![]()
PUC-Rio
![]()
Jornal/Revista: O Estado de S. Paulo Data de Publicação: 29/10/1995 Autor/Repórter: Eduardo Elias
![]()
EX-DARK SE PREPARA PARA LIBERAR SUA PORÇÃO MULHER NO SBT
À beira da morte, seu personagem Fabrício, de 'Sangue do Meu Sangue', revela que é Cecília
Fabricio é, na verdade, Cecília. E, na verdade, Cecília é Bete Coelho. Assim como sua personagem em Sangue do Meu Sangue, essa mineira de 33 anos é uma mulher que aceita correr riscos para atingir seus objetivos. "o que eu mais gosto no Fabrício é o fato dele ser mulher", diverte-se. Ri do que para outras atrizes seria um tormento. Talvez porque personagens masculinos não sejam novidade para a musa talhada pelo teatro de Gerald Thomas. Mas daí a transpor o desafio para o horário nobre e em rede nacional foi um passo enorme. E ela continua querendo mais. "Queria mais conflito entre os elementos masculinos e femininos", diz. "Às vezes, Fabrício fica muito confortável nas suas vestes masculinas".
Quando a autoria da novela passou para Vicente Sesso, viveu momentos de apreensão. Declarações do autor davam conta de que seu personagem seria cortado. No entanto, um mês depois da chegada de Sesso, Fabrício está cada dia mais importante na trama. Conta a história de Cecília, que se travestiu para poder freqüentar a Faculdade de Direito (o que era proibido para mulheres no século passado) e que acaba se apaixonando pelo amigo Ricardo (Rubens Caribé) — um amor duplamente platônico que em breve vai virar romance.
Telejornal — Em éramos seis, você foi uma esnobe que se humanizou. Agora, é uma abolicionista que se faz passar por homem. Qual a diferença entre suas preparações para os dois trabalhos?

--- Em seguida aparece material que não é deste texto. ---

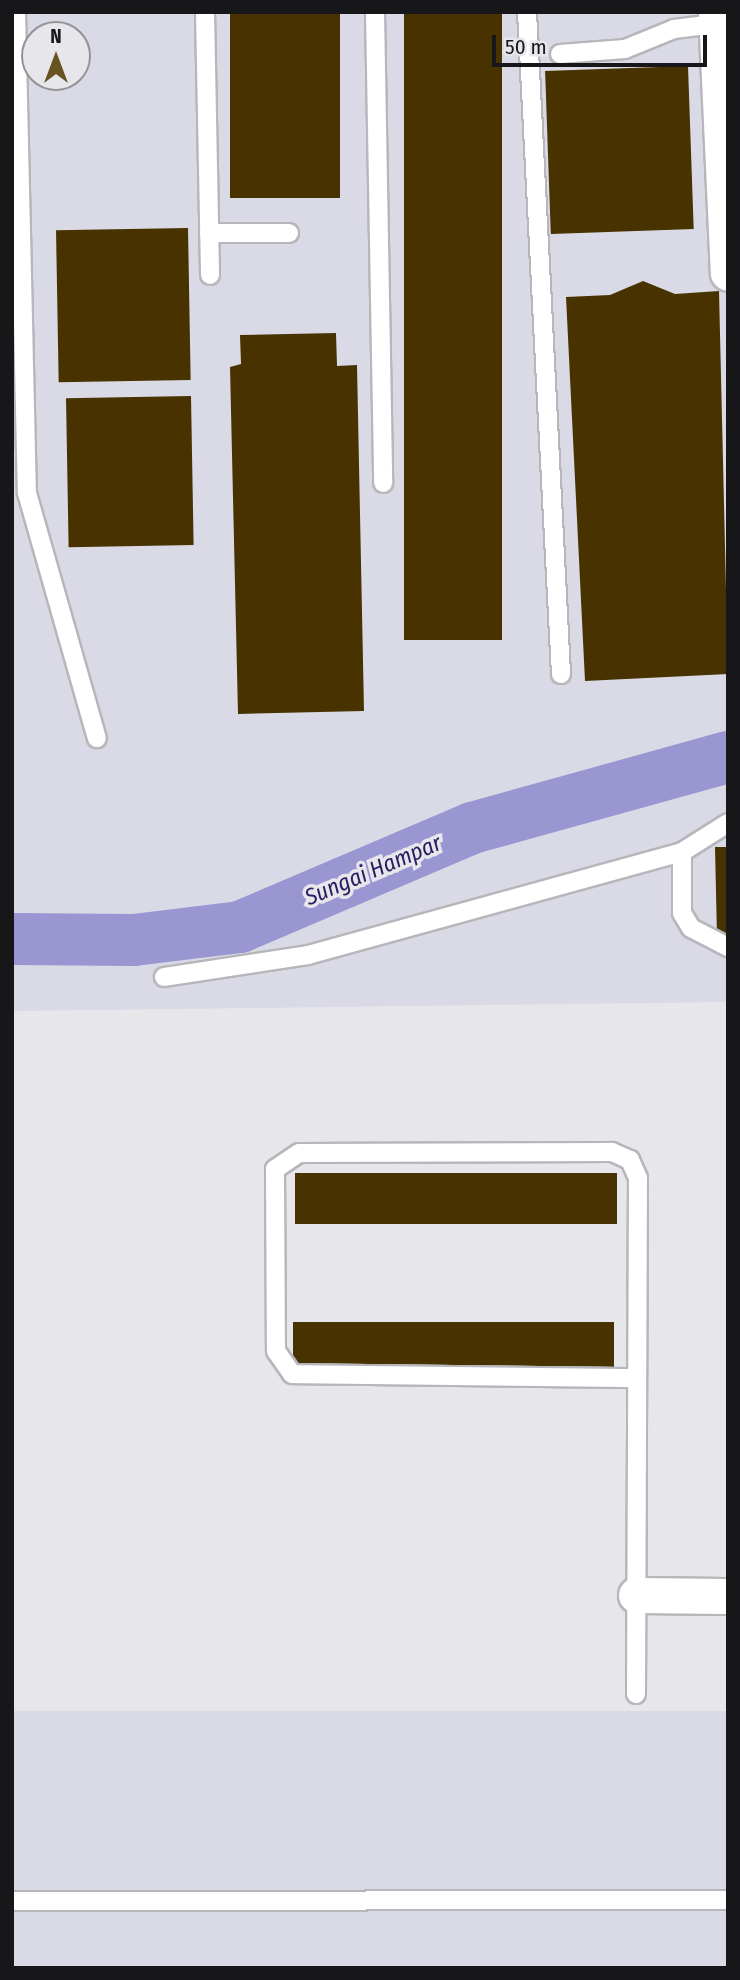 <!DOCTYPE html>
<html>
<head>
<meta charset="utf-8">
<style>
  body { margin:0 }
  #map { position:relative; width:740px; height:1980px; overflow:hidden; background:#e6e6eb; font-family:"Fira Sans Condensed",sans-serif }
  div>[style] { position:absolute }
  [style*='--x'] { left:calc(var(--x)*1px); top:calc(var(--y)*1px); width:calc(var(--w)*1px); rotate:calc(var(--a)*1deg) }
  .built>* { inset:0; background:#dadae6; transform-origin:0 0 }
  .river>* { height:52px; margin:-26px; padding:0 26px; transform-origin:26px; border-radius:26px; background:#9996d1 }
  .building>* { inset:0; background:#473200; transform-origin:0 0 }
  .roads { filter:drop-shadow(2px 0 #b6b6bb) drop-shadow(-2px 0 #b6b6bb) drop-shadow(0 2px #b6b6bb) drop-shadow(0 -2px #b6b6bb) }
  .service>* { height:18px; margin:-9px; padding:0 9px; transform-origin:9px; border-radius:9px; background:#fff }
  .minor>* { height:35px; margin:-17.5px; padding:0 17.5px; transform-origin:17.5px; border-radius:17.5px; background:#fff }
  span { translate:-50% -50%; white-space:nowrap; text-align:center; line-height:1.15; -webkit-text-stroke:7px #e6e6eb; paint-order:stroke }
  .water-label { font-size:23px; color:#2b1c62; font-style:italic }
  .frame { position:absolute; inset:0; border:14px solid #171719; pointer-events:none }
  .north { position:absolute; left:21px; top:21px; width:70px; height:70px; box-sizing:border-box; background:#e6e6eb; border:2px solid #939397; border-radius:50%; rotate:0deg; font-size:19px; font-weight:700; line-height:28px; text-align:center; color:#171719 }
  .north::after { content:''; display:block; margin:auto; width:24px; height:32px; background:#6a5323; clip-path:polygon(50% 0,100% 100%,50% 72%,0 100%) }
  .scale { position:absolute; left:492px; top:35px; width:215px; height:32px; box-sizing:border-box; border:4px solid #171719; border-top:0; padding-left:9px; font-size:21px; line-height:24px; white-space:nowrap; color:#171719; -webkit-text-stroke:5px #e6e6eb; paint-order:stroke }
</style>
</head>
<body>
<div id="map">
  <div class="built">
    <div style="clip-path:polygon(evenodd,12px 12px,728px 12px,728px 1002px,12px 1011px,12px 12px,35px 35px,77px 35px,77px 77px,35px 77px,35px 35px)"></div>
    <div style="left:728px;top:1711px;width:257px;height:716px;rotate:90deg"></div>
  </div>
  <div class="river">
    <div style="--x:12;--y:939;--w:122;--a:0.5"></div>
    <div style="--x:134;--y:940;--w:107;--a:-7"></div>
    <div style="--x:240;--y:927;--w:252;--a:-23.1"></div>
    <div style="--x:472;--y:828;--w:266;--a:-15.5"></div>
  </div>
  <div class="building">
    <div style="left:230px;top:12px;width:110px;height:186px"></div>
    <div style="left:404px;top:12px;width:98px;height:628px"></div>
    <div style="left:688px;top:66px;width:163px;height:143px;rotate:88deg"></div>
    <div style="left:188px;top:228px;width:152px;height:132px;rotate:89deg"></div>
    <div style="clip-path:polygon(643px 281px,675px 294px,719px 291px,728px 674px,585px 681px,566px 297px,610px 295px)"></div>
    <div style="clip-path:polygon(336px 333px,337px 366px,357px 365px,364px 711px,238px 714px,230px 367px,241px 364px,240px 335px)"></div>
    <div style="left:191px;top:396px;width:149px;height:125px;rotate:89deg"></div>
    <div style="clip-path:polygon(715px 847px,728px 847px,728px 937px,717px 937px)"></div>
    <div style="left:617px;top:1173px;width:51px;height:322px;rotate:90deg"></div>
    <div style="left:293px;top:1322px;width:321px;height:50px"></div>
  </div>
  <div class="roads">
    <div class="service">
      <div style="--x:16;--y:12;--w:481;--a:88.7"></div>
      <div style="--x:27;--y:493;--w:255;--a:74.1"></div>
      <div style="--x:205;--y:12;--w:263;--a:88.9"></div>
      <div style="--x:375;--y:12;--w:471;--a:89"></div>
      <div style="--x:527;--y:12;--w:663;--a:87.06"></div>
      <div style="--x:560;--y:54;--w:65;--a:-4.4"></div>
      <div style="--x:625;--y:49;--w:53;--a:-22.2"></div>
      <div style="--x:674;--y:29;--w:41;--a:-7"></div>
      <div style="--x:209;--y:233;--w:80;--a:0"></div>
      <div style="--x:682;--y:852;--w:61;--a:90"></div>
      <div style="--x:682;--y:913;--w:17;--a:59"></div>
      <div style="--x:691;--y:928;--w:42;--a:27.2"></div>
      <div style="--x:164;--y:977;--w:146;--a:-8.7"></div>
      <div style="--x:308;--y:955;--w:388;--a:-15.4"></div>
      <div style="--x:682;--y:852;--w:54;--a:-32.2"></div>
      <div style="--x:636;--y:1694;--w:516;--a:-89.78"></div>
      <div style="--x:638;--y:1178;--w:20;--a:-114"></div>
      <div style="--x:630;--y:1160;--w:20;--a:-156"></div>
      <div style="--x:612;--y:1152;--w:313;--a:179.8"></div>
      <div style="--x:299;--y:1153;--w:29;--a:146"></div>
      <div style="--x:275;--y:1169;--w:182;--a:89.7"></div>
      <div style="--x:276;--y:1351;--w:28;--a:55"></div>
      <div style="--x:292;--y:1374;--w:345;--a:0.7"></div>
      <div style="--x:12;--y:1901;--w:716;--a:-0.08"></div>
    </div>
    <div class="minor">
      <div style="--x:716;--y:12;--w:261;--a:87.4"></div>
      <div style="--x:636;--y:1595;--w:92;--a:0.6"></div>
    </div>
  </div>
  <div class="water-label">
    <span style="left:373px;top:870px;rotate:-23deg">Sungai Hampar</span>
  </div>
  <div class="frame"></div>
  <div class="north">N</div>
  <div class="scale">50 m</div>
</div>
</body>
</html>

Bete Coelho — Tive um embasamento maior desta vez. Pude me preparar melhor, pois vários capítulos já estavam escritos. Fabrício foi inspirado em George Sand, escritora francesa que foi amante de Chopin e que eu sempre admirei. Além de ler alguns de seus livros, vi dois filmes que tinham histórias semelhantes: Yentl, com Barbra Streissand, e Second Serve (Jogo Perigoso), com Vanessa Redgrave.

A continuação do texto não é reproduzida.